(Your instructions): Although the data below holds other lines too, output only those from the line with "position:relative; width:2082px; height:1638px;" up to and including the line with "filter:drop-shadow(0 0 2px", exactly as they appear.

(Supplied data):
•••••
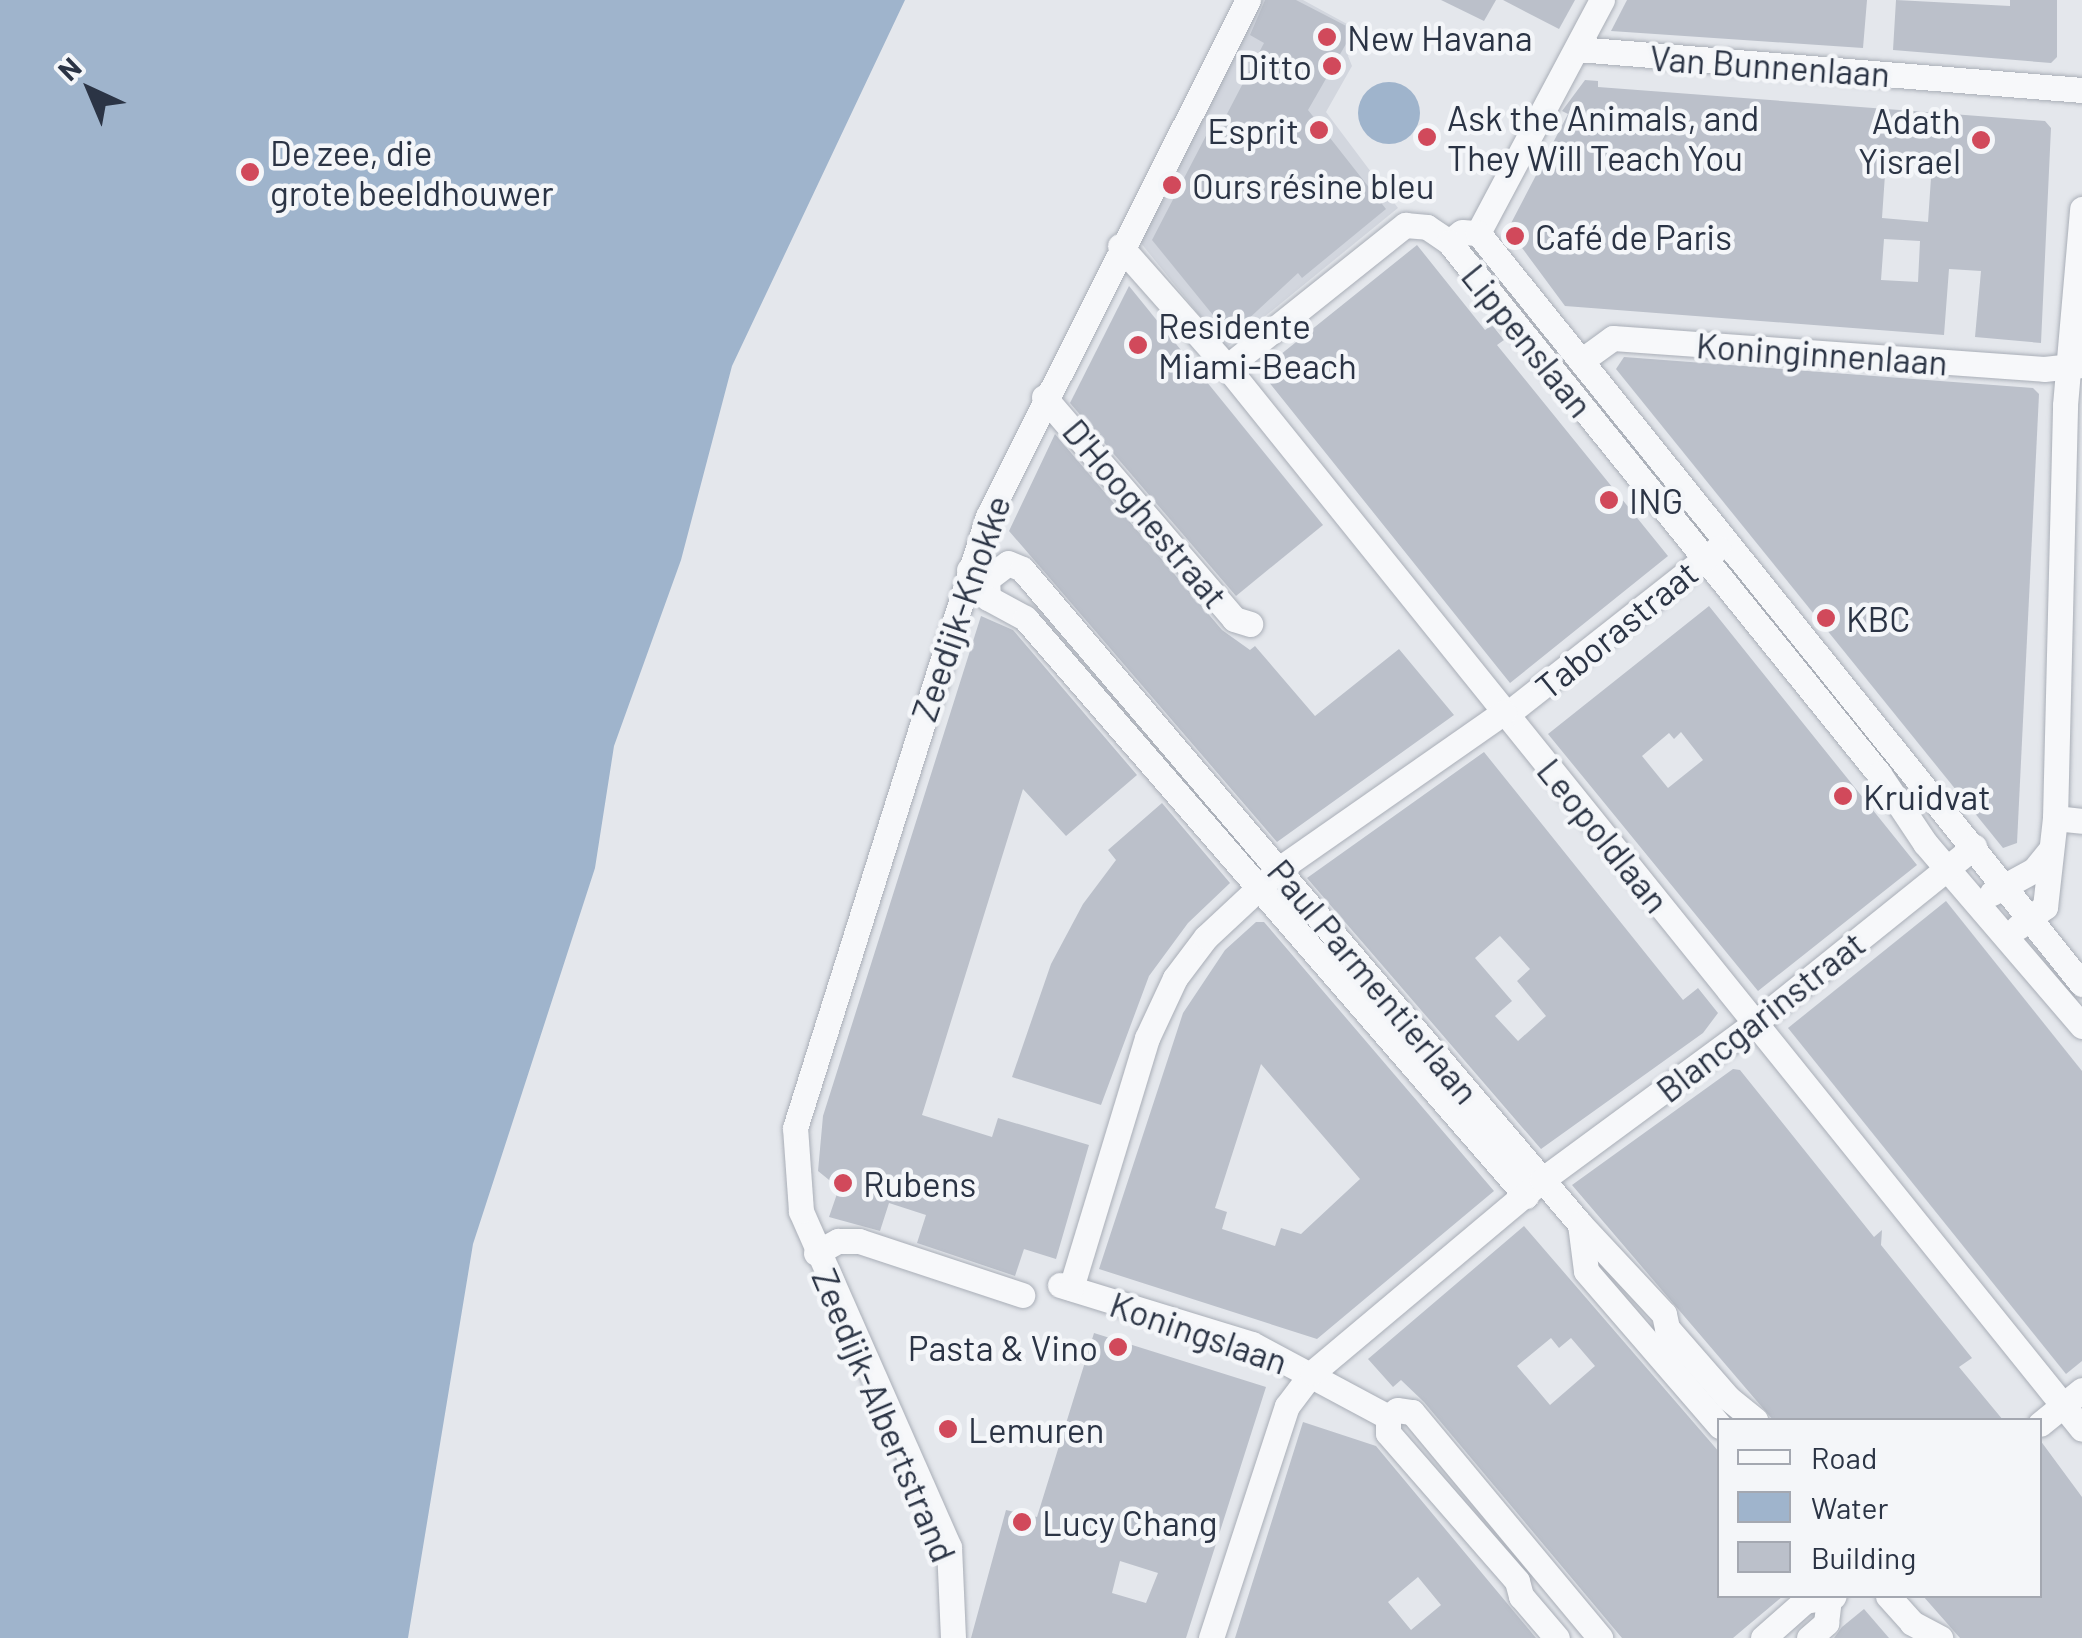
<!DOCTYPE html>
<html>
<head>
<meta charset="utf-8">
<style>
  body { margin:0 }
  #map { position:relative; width:2082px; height:1638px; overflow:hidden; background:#e4e7ec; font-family:Barlow,sans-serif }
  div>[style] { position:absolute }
  .built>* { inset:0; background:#d2d6de }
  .water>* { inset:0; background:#9fb4cc }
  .round { border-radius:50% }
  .building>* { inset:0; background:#bbc0ca }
  .roads { filter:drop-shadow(0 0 2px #a9aeb7) drop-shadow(0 0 2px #a9aeb7) }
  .minor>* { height:25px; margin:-12.5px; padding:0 12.5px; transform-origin:12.5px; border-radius:12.5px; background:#f7f8fa }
  .dots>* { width:28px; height:28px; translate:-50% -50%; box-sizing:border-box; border:5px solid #f4f6f9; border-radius:50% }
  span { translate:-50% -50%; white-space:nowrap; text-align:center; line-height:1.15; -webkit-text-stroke:9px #f4f6f9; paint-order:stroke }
  .poi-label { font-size:35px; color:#2b3445 }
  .left { translate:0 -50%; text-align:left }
  .right { translate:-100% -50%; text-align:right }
  .street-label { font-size:35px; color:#2b3445 }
  .legend { position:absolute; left:1717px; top:1418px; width:325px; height:180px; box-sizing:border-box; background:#f4f6f9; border:2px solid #a4a8b1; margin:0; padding:12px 18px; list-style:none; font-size:30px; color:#2b3445 }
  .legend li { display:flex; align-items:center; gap:20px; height:50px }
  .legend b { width:50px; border:2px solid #a4a8b1 }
  .north { position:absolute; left:40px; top:40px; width:100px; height:100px; -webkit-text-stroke:8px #f4f6f9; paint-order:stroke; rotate:316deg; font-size:28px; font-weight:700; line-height:40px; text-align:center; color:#2b3445 }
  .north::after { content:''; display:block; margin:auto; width:35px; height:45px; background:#2b3445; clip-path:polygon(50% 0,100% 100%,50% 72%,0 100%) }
</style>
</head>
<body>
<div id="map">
  <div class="built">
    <i style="clip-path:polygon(1258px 0,1303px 0,1358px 30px,1348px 56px,1352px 66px,1326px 112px,1398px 208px,1226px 348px,1136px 237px)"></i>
  </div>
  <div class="water">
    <i style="clip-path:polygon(0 0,905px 0,732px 366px,681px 560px,614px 746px,595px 868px,473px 1244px,408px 1638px,0 1638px)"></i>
    <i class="round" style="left:1358px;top:82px;width:62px;height:62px"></i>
  </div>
  <div class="building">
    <i style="clip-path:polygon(1265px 0,1296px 0,1354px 30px,1308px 110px,1386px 209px,1302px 278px,1298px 273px,1230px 336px,1152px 240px,1210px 128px,1217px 133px,1264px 43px,1250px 35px)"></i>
    <i style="clip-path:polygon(1441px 0,1496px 0,1484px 21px)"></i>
    <i style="clip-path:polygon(1503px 0,1575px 0,1559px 29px)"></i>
    <i style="clip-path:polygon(1627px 0,1867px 0,1863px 48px,1611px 31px)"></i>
    <i style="clip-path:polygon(1896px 0,2010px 6px,2010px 0,2057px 0,2057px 57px,2051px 63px,1893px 50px)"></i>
    <i style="clip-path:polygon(evenodd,1585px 80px,1598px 81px,1598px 87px,2045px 121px,2051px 128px,2041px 343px,1975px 337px,1981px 271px,1949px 269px,1944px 335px,1565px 306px,1508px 229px,1568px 114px,1562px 111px,1585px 80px,1886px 160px,1932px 163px,1928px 222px,1882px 218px,1886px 160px,1585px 80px,1884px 239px,1920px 241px,1918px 282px,1881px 280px,1884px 239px)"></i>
    <i style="clip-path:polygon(1417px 245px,1485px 330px,1492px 325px,1504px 340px,1497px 345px,1668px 556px,1510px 683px,1260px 371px)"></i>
    <i style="clip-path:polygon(1129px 286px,1323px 525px,1236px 596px,1070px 403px)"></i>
    <i style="clip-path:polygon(1624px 357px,2033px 388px,2039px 394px,2017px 843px,2003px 848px,1931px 759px,1616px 369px)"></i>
    <i style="clip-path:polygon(1055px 434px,1222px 630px,1250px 650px,1255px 646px,1315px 716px,1399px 649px,1454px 715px,1277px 842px,1009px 531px)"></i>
    <i style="clip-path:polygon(evenodd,1709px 606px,1917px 865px,1758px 991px,1548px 734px,1709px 606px,1681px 732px,1703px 760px,1668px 788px,1642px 756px,1669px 733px,1674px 739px,1681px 732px)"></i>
    <i style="clip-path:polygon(981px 616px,1013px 630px,1137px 775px,1066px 836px,1023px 789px,922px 1115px,992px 1137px,998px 1118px,1089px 1145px,1056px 1259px,1024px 1249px,1015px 1276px,917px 1243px,926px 1215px,889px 1203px,880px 1231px,829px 1217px,839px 1188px,818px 1171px,823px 1116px)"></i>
    <i style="clip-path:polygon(evenodd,1484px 752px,1683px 1000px,1698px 988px,1718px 1013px,1703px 1033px,1541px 1149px,1307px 878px,1484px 752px,1500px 936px,1530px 969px,1517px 981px,1546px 1016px,1518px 1041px,1495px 1016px,1512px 1001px,1475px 958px,1500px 936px)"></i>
    <i style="clip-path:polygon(1162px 803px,1230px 883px,1188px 923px,1149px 976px,1101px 1105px,1012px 1077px,1051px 964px,1083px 904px,1116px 860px,1108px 850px)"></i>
    <i style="clip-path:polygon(1946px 901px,2082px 1071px,2082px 1361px,2066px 1374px,1788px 1028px)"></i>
    <i style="clip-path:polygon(evenodd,1256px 922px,1264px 922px,1494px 1191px,1317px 1339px,1099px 1269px,1183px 1013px,1225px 950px,1256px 922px,1261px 1064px,1360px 1179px,1301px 1234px,1281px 1228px,1275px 1246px,1222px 1229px,1227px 1212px,1215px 1208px,1261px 1064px)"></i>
    <i style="clip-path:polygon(1733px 1069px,1740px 1070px,1874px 1237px,1882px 1230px,1881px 1245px,1972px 1358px,1959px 1367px,2003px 1420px,1773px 1420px,1572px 1185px)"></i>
    <i style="clip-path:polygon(evenodd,1524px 1226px,1720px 1453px,1720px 1596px,1783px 1596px,1733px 1638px,1622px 1638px,1424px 1402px,1401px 1380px,1393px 1387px,1368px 1359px,1524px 1226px,1551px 1338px,1559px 1348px,1571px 1338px,1595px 1366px,1550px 1405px,1517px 1366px,1551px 1338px)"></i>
    <i style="clip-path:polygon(evenodd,1094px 1333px,1266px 1387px,1186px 1638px,971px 1638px,1006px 1510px,1037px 1517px,1094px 1333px,1120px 1561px,1158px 1573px,1146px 1603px,1112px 1593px,1120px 1561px)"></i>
    <i style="clip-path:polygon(evenodd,1303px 1422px,1376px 1446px,1536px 1638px,1235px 1638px,1303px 1422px,1418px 1577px,1441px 1605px,1411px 1630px,1388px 1602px,1418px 1577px)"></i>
    <i style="clip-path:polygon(2040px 1440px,2082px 1497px,2082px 1638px,1960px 1638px,1923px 1596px,2040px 1596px)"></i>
    <i style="clip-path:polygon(1864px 1609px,1889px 1638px,1834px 1638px,1842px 1627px)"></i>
  </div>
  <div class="roads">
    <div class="minor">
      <i style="left:1577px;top:49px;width:507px;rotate:4.64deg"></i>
      <i style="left:1478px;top:233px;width:264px;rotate:-62deg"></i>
      <i style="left:1449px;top:242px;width:16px;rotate:-38deg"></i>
      <i style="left:1462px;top:232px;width:16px;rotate:4deg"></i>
      <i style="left:1478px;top:233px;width:964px;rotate:51.19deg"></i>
      <i style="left:1120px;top:246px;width:162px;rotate:48.5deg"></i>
      <i style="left:1227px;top:367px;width:1363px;rotate:51.16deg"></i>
      <i style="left:1581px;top:361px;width:39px;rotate:-36deg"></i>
      <i style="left:1613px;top:338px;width:432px;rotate:4.1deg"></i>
      <i style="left:2044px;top:369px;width:38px;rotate:-6deg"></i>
      <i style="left:1227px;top:367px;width:228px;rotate:-38.6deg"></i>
      <i style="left:1405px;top:225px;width:22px;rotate:5deg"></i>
      <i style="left:1427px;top:227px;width:27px;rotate:34deg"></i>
      <i style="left:1449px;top:242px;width:684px;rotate:51.05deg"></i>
      <i style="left:1879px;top:774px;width:83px;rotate:56.3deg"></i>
      <i style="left:1925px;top:843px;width:241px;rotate:49.4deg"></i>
      <i style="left:1044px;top:397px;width:292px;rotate:49.4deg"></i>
      <i style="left:1234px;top:619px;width:17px;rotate:17deg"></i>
      <i style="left:969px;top:570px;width:20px;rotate:27deg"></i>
      <i style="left:987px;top:579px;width:26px;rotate:-37deg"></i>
      <i style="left:1008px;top:563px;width:15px;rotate:23deg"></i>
      <i style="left:1022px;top:569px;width:860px;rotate:49.57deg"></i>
      <i style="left:1580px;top:1224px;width:123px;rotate:47deg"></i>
      <i style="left:1664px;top:1314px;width:14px;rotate:78deg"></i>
      <i style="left:1667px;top:1328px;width:93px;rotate:48.9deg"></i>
      <i style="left:1728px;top:1398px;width:35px;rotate:39deg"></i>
      <i style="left:987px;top:579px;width:19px;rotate:87deg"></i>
      <i style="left:988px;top:598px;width:42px;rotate:28.4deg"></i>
      <i style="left:1025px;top:618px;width:765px;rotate:49.08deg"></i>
      <i style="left:1506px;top:715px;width:270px;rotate:-38.2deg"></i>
      <i style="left:2055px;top:818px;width:27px;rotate:6deg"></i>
      <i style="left:1992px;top:893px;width:48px;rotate:-28.7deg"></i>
      <i style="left:2034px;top:870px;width:27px;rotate:-51deg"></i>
      <i style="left:2018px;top:927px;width:34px;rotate:-37deg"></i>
      <i style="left:2045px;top:907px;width:90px;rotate:-83.6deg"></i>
      <i style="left:2055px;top:818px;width:413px;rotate:-88.6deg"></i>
      <i style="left:2065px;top:405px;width:197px;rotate:-85deg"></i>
      <i style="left:1580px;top:1224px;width:47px;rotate:82.7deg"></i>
      <i style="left:1586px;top:1271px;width:205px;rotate:49.2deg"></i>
      <i style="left:816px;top:1253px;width:25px;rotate:-29deg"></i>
      <i style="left:838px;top:1241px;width:21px"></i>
      <i style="left:859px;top:1241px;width:172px;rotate:18.3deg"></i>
      <i style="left:1060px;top:1285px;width:201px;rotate:17.1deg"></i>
      <i style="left:1252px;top:1344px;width:154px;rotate:28.2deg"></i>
      <i style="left:1071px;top:1288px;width:261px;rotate:-73.1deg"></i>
      <i style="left:1147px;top:1038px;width:66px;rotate:-65deg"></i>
      <i style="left:1175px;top:978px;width:51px;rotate:-52.9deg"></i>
      <i style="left:1206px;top:937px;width:100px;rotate:-43deg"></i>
      <i style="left:1279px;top:869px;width:274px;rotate:-34.9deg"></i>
      <i style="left:1388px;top:1417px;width:11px;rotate:-38deg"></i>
      <i style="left:1397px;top:1410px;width:15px;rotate:8deg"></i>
      <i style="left:1412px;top:1412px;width:294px;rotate:50.2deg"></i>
      <i style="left:1388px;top:1417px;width:16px;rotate:90deg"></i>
      <i style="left:1388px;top:1433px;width:196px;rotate:48.9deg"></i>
      <i style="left:1517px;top:1581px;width:16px;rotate:75deg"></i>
      <i style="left:1521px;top:1596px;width:55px;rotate:49.4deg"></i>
      <i style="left:2040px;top:1424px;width:54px;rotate:-39deg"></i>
      <i style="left:1888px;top:1596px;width:36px;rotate:48deg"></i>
      <i style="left:1912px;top:1623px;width:32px;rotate:28deg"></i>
      <i style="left:953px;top:1638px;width:91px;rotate:-92.5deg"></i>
      <i style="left:949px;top:1547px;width:367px;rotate:-113.8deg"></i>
      <i style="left:801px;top:1211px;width:83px;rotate:-94.1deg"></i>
      <i style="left:795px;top:1128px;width:642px;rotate:-72.5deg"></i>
      <i style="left:988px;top:516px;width:578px;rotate:-63.26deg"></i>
      <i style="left:1211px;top:1638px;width:244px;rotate:-71.9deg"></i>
      <i style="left:1287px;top:1406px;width:41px;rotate:-52.9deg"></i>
      <i style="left:1312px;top:1373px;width:300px;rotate:-40deg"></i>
      <i style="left:1542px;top:1180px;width:266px;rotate:-36.4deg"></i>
      <i style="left:1756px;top:1022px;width:280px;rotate:-38.8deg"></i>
      <i style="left:1763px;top:1638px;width:56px;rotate:-41.4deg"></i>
      <i style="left:1805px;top:1601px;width:29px;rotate:-10deg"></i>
      <i style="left:1809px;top:1638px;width:23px;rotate:-41deg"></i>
      <i style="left:1826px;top:1623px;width:23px;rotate:-83deg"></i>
    </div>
  </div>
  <div class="dots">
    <i style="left:1327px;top:37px;background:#d1495b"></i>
    <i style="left:1332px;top:66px;background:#d1495b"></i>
    <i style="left:1319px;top:130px;background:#d1495b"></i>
    <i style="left:1427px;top:137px;background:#d1495b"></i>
    <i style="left:1981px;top:140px;background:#d1495b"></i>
    <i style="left:250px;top:172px;background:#d1495b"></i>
    <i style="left:1172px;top:185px;background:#d1495b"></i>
    <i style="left:1515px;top:236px;background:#d1495b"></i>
    <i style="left:1138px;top:345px;background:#d1495b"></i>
    <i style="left:1609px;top:500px;background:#d1495b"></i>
    <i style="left:1826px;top:618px;background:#d1495b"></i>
    <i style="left:1843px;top:796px;background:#d1495b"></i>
    <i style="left:843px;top:1183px;background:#d1495b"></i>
    <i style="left:1118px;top:1347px;background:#d1495b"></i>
    <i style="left:948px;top:1429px;background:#d1495b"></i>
    <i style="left:1022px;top:1522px;background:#d1495b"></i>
  </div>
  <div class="poi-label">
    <span class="left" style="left:1347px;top:37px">New Havana</span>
    <span class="right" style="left:1312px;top:66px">Ditto</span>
    <span class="left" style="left:1447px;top:137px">Ask the Animals, and<br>They Will Teach You</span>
    <span class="right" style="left:1961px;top:140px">Adath<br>Yisrael</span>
    <span class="right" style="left:1299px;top:130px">Esprit</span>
    <span class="left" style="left:270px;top:172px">De zee, die<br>grote beeldhouwer</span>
    <span class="left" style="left:1192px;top:185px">Ours résine bleu</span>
    <span class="left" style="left:1535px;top:236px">Café de Paris</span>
    <span class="left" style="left:1158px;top:345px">Residente<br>Miami-Beach</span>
    <span class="left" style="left:1629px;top:500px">ING</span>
    <span class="left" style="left:1846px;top:618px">KBC</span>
    <span class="left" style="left:1863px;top:796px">Kruidvat</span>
    <span class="left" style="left:863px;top:1183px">Rubens</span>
    <span class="right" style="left:1098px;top:1347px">Pasta &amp; Vino</span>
    <span class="left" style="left:968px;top:1429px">Lemuren</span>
    <span class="left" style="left:1042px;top:1522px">Lucy Chang</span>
  </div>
  <div class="street-label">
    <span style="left:1770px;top:65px;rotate:4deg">Van Bunnenlaan</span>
    <span style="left:1528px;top:340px;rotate:51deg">Lippenslaan</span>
    <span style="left:1822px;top:353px;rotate:4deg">Koninginnenlaan</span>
    <span style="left:1146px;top:513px;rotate:50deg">D'Hooghestraat</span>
    <span style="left:960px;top:608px;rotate:-71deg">Zeedijk-Knokke</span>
    <span style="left:1616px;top:629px;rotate:-39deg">Taborastraat</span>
    <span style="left:1604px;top:835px;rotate:51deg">Leopoldlaan</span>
    <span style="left:1374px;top:981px;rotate:50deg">Paul Parmentierlaan</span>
    <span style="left:1760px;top:1016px;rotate:-38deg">Blancgarinstraat</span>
    <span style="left:1199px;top:1332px;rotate:19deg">Koningslaan</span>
    <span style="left:885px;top:1415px;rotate:67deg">Zeedijk-Albertstrand</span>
  </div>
  <ul class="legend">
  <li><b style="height:12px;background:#f7f8fa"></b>Road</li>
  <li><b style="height:28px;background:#9fb4cc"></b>Water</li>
  <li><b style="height:28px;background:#bbc0ca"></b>Building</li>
  </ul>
  <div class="north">N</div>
</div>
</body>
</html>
•••••
(Output):
  #map { position:relative; width:2082px; height:1638px; overflow:hidden; background:#e4e7ec; font-family:Barlow,sans-serif }
  div>[style] { position:absolute }
  .built>* { inset:0; background:#d2d6de }
  .water>* { inset:0; background:#9fb4cc }
  .round { border-radius:50% }
  .building>* { inset:0; background:#bbc0ca }
  .roads { filter:drop-shadow(0 0 2px #a9aeb7) drop-shadow(0 0 2px #a9aeb7) }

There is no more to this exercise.